[Stored data entries]
......

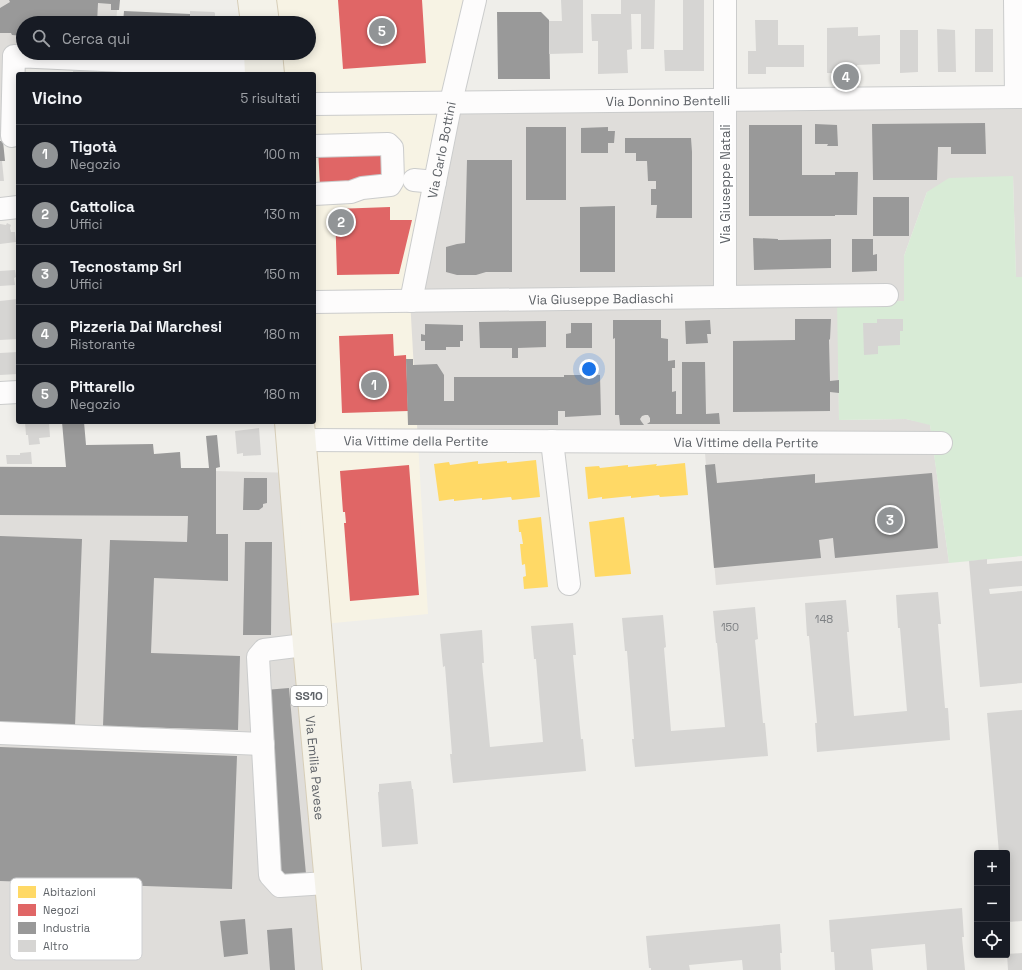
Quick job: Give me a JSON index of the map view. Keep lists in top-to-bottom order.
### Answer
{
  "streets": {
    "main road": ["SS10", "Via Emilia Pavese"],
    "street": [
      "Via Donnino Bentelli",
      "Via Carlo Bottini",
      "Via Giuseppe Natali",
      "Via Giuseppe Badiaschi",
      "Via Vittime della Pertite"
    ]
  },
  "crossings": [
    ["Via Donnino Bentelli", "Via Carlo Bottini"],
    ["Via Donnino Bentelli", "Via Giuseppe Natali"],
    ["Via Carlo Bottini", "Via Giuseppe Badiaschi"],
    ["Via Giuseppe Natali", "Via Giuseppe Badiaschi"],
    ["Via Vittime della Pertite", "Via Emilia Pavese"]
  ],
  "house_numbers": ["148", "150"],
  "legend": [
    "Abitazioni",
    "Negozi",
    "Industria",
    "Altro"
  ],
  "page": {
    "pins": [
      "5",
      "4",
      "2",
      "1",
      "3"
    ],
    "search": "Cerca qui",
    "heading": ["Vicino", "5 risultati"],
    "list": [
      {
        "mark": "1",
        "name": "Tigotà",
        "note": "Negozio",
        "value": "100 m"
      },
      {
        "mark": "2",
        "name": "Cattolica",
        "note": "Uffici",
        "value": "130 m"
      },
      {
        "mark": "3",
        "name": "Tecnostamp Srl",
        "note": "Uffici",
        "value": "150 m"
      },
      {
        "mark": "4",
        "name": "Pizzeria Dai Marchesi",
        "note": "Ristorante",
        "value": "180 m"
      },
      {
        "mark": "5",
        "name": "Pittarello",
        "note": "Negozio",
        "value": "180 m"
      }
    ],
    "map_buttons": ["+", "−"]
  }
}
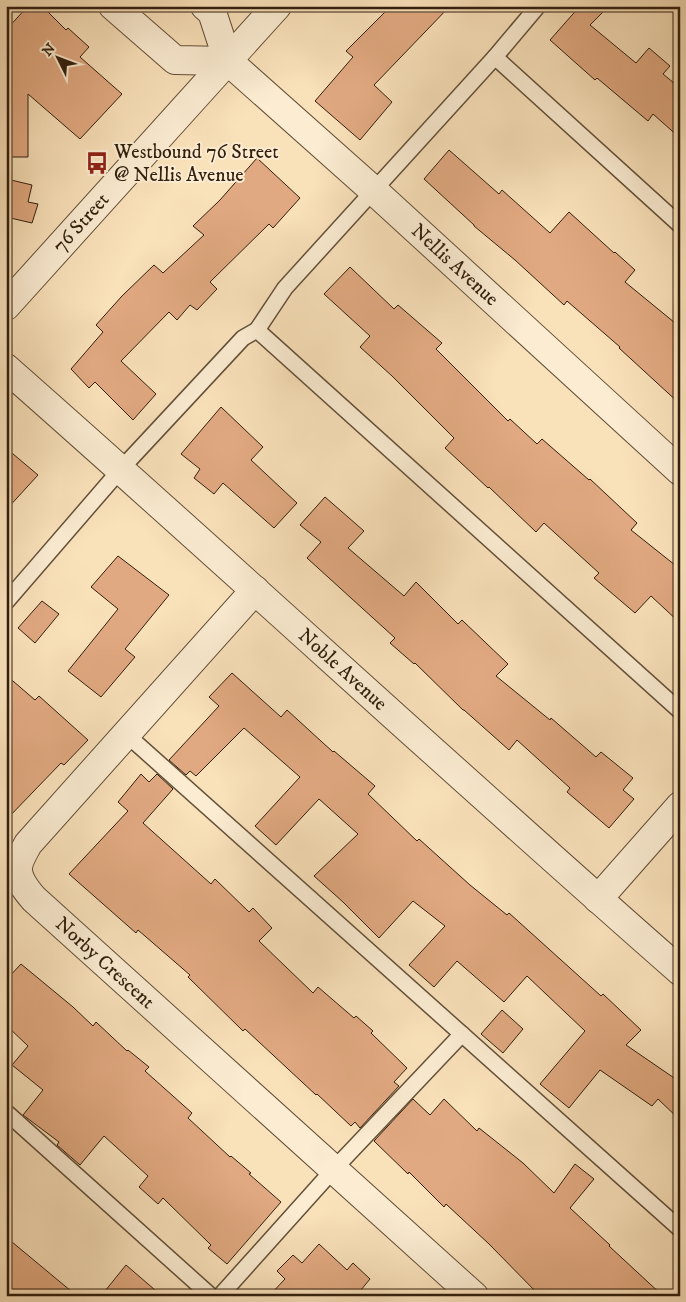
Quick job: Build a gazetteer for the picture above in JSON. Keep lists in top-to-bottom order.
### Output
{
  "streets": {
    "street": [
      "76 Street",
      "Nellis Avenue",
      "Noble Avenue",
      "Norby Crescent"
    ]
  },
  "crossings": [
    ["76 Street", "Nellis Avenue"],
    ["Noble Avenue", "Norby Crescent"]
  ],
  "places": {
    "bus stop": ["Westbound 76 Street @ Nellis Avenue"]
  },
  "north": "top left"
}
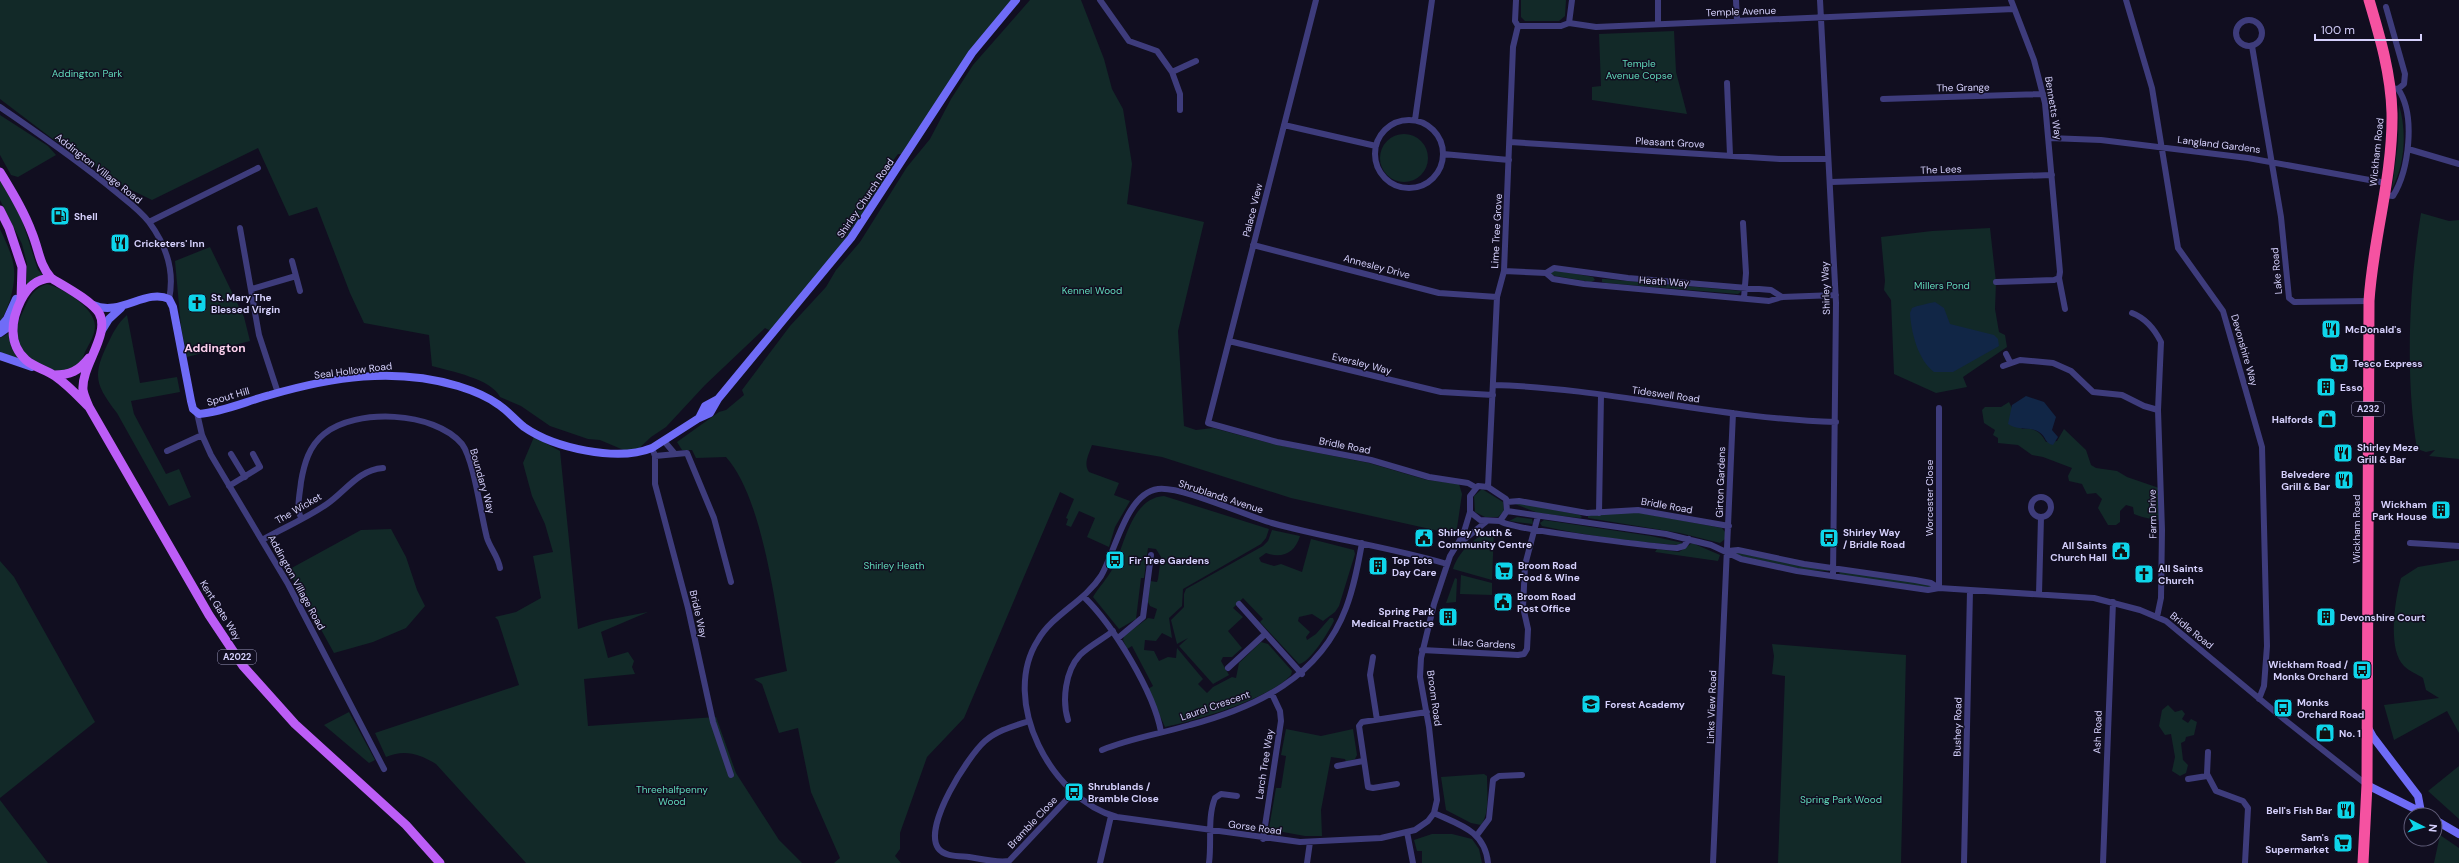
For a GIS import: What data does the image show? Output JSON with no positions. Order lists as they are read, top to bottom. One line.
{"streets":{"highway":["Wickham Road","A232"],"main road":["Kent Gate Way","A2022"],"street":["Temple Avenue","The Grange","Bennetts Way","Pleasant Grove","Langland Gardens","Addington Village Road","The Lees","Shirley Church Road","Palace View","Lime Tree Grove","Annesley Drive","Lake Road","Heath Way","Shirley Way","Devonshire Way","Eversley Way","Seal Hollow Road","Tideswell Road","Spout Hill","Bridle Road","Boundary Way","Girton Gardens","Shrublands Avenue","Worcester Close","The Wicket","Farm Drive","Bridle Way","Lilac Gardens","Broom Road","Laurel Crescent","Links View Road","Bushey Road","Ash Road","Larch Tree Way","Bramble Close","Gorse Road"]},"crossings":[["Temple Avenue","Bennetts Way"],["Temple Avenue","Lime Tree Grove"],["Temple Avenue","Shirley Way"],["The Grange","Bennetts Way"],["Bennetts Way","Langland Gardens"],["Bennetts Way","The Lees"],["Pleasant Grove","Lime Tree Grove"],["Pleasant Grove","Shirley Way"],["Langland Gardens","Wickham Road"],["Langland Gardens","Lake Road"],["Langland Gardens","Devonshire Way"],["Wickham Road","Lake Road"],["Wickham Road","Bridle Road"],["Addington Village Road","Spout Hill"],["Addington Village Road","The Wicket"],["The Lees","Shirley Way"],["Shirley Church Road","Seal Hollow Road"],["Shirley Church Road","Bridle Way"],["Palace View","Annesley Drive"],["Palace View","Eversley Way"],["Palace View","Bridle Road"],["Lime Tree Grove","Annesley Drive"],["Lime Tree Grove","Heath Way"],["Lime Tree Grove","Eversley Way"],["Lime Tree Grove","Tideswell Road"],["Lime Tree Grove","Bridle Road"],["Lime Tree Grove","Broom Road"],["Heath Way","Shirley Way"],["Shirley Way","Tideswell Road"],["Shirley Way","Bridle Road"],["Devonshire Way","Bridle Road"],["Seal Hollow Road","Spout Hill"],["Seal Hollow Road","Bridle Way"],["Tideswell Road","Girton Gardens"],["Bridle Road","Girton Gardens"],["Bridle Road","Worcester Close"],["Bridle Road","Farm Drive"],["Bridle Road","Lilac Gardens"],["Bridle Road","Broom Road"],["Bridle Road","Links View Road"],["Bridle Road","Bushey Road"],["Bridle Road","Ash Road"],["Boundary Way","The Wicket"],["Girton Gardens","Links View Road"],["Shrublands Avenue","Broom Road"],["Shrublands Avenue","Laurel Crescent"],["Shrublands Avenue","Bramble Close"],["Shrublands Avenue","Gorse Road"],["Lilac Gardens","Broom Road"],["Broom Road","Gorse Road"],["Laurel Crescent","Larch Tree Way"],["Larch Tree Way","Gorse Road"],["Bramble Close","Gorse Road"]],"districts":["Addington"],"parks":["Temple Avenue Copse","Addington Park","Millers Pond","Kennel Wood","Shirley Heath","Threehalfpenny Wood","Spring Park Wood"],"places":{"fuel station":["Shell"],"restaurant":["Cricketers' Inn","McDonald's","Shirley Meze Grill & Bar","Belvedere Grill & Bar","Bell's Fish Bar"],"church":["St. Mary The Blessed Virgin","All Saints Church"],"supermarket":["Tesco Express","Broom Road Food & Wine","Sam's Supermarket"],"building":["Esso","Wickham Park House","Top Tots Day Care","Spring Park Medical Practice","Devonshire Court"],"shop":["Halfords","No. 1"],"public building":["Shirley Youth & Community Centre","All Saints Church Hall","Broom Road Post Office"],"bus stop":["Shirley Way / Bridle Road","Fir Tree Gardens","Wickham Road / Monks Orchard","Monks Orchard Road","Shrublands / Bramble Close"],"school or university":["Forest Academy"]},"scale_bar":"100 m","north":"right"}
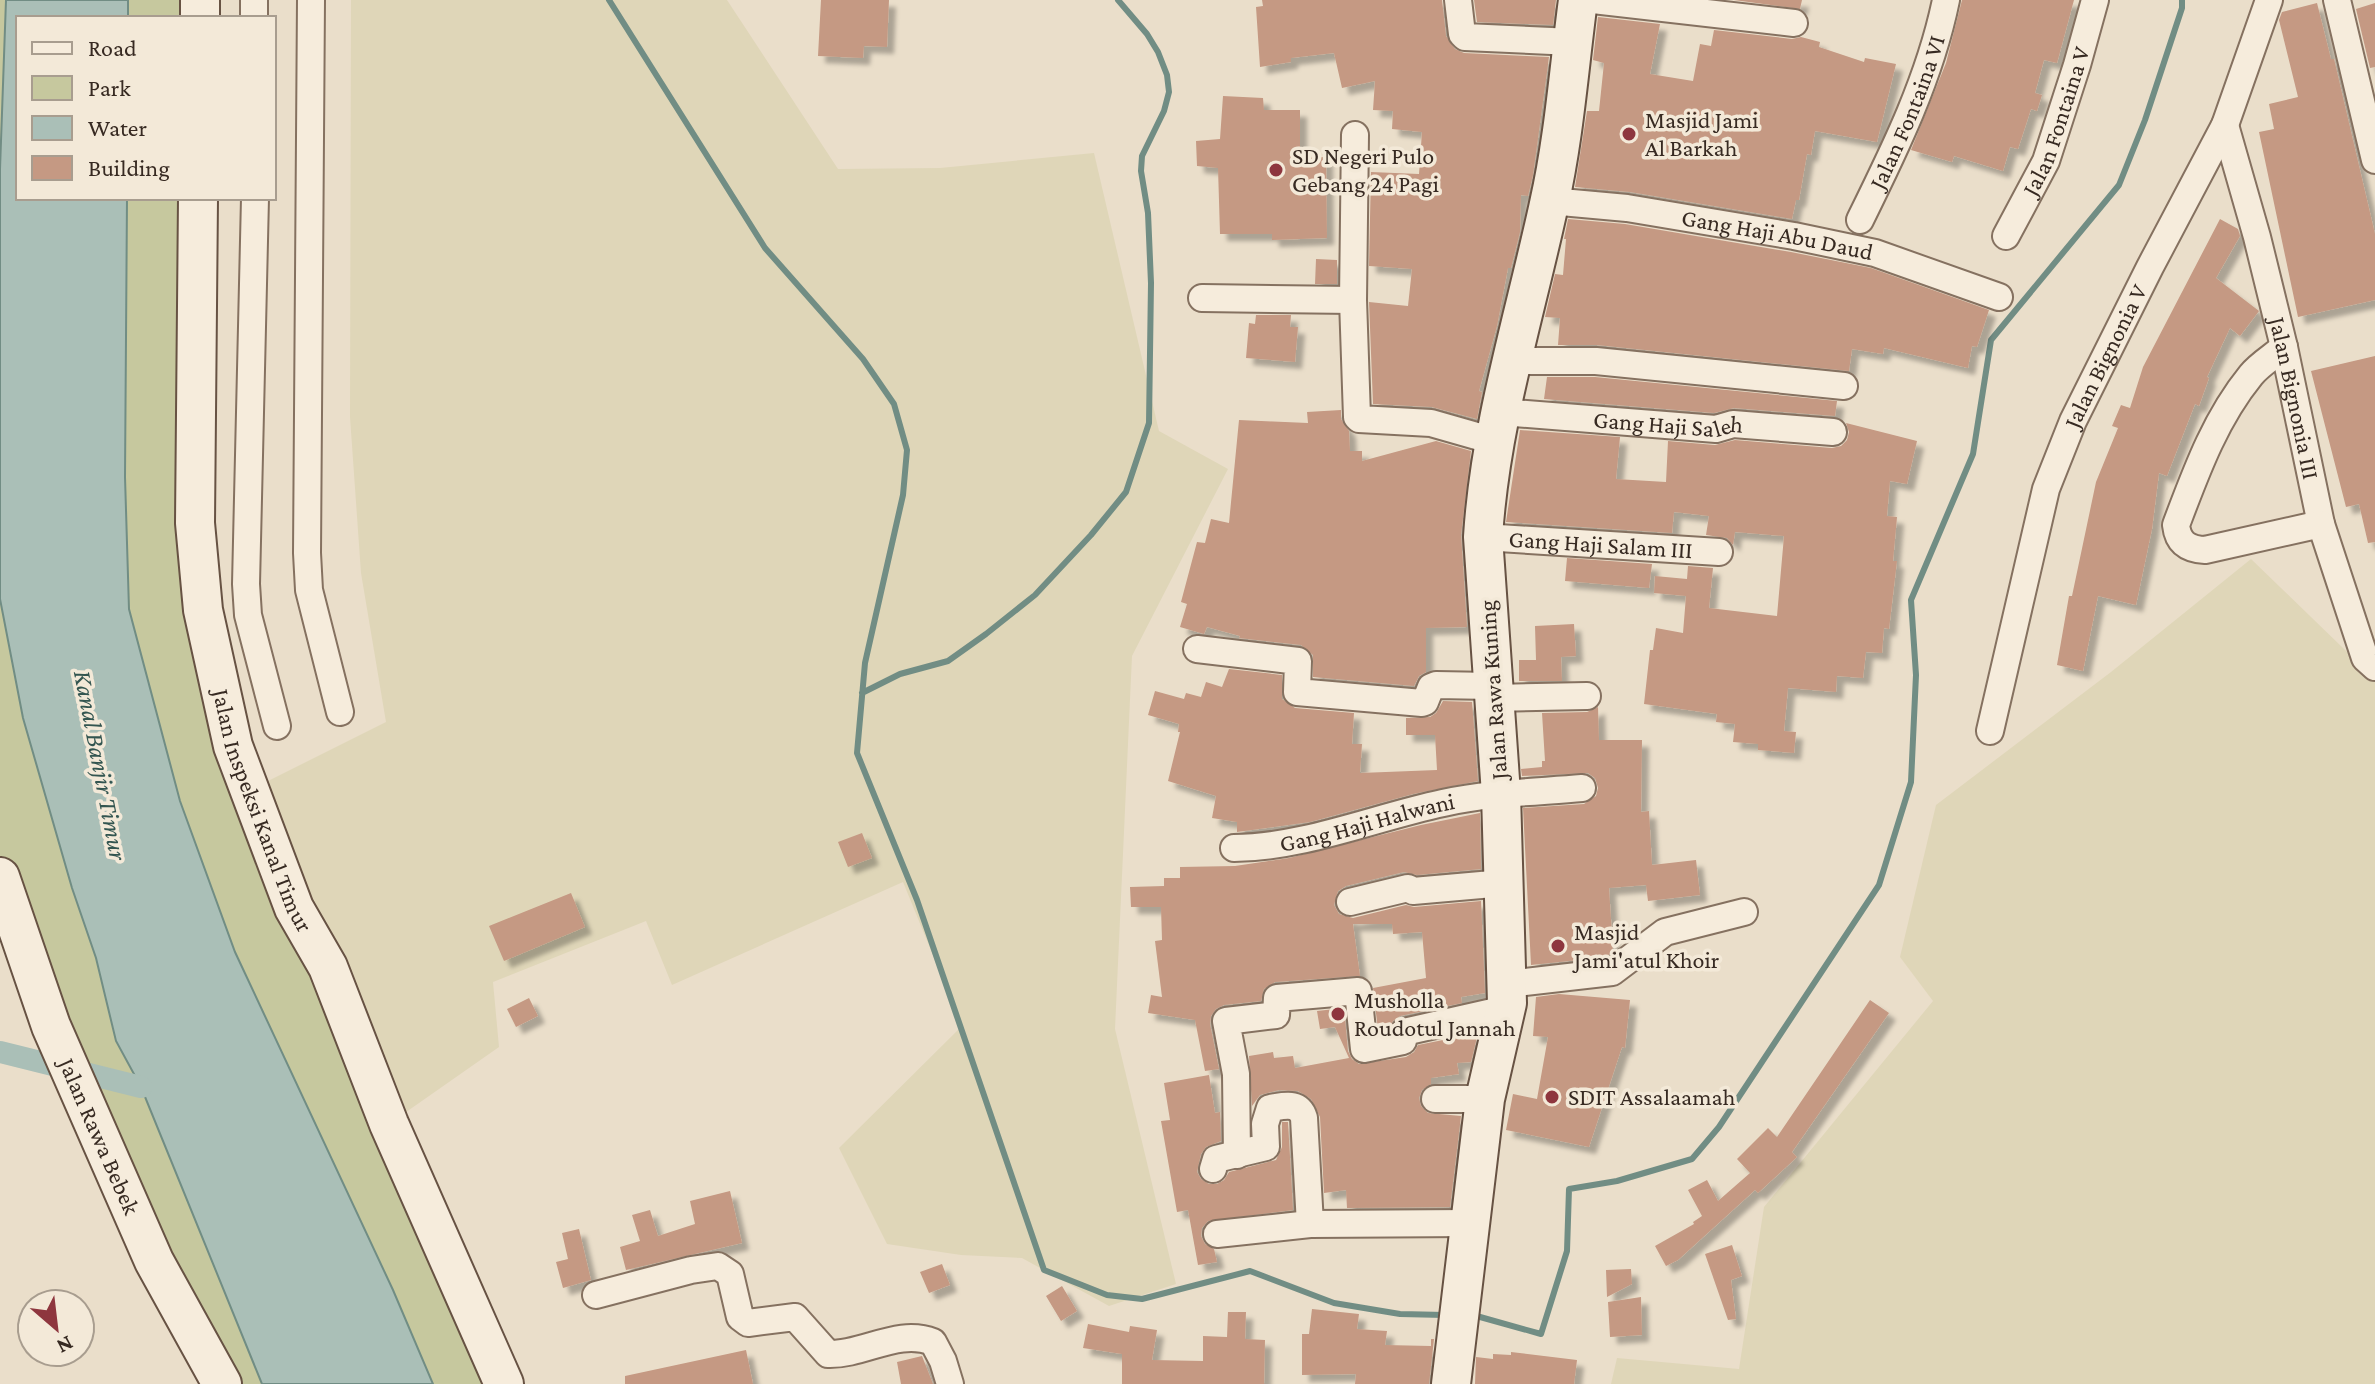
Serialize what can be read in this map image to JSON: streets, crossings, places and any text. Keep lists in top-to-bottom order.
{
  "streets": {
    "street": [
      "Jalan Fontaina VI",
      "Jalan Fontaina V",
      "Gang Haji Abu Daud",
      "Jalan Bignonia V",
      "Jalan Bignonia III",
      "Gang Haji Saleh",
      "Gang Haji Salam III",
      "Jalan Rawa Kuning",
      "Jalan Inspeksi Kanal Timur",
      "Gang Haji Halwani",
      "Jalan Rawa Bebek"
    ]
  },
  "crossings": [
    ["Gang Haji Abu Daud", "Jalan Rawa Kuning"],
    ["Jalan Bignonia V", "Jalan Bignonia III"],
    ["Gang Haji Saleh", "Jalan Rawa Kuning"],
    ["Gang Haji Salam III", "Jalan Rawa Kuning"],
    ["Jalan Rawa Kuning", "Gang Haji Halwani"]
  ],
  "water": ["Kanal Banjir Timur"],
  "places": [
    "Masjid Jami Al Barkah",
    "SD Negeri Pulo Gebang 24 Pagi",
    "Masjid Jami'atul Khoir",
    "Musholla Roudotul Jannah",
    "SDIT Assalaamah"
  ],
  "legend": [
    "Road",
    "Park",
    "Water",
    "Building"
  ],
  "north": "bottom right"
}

......

Find every line above that contains the word "Halwani", and return each one.

      "Gang Haji Halwani",
    ["Jalan Rawa Kuning", "Gang Haji Halwani"]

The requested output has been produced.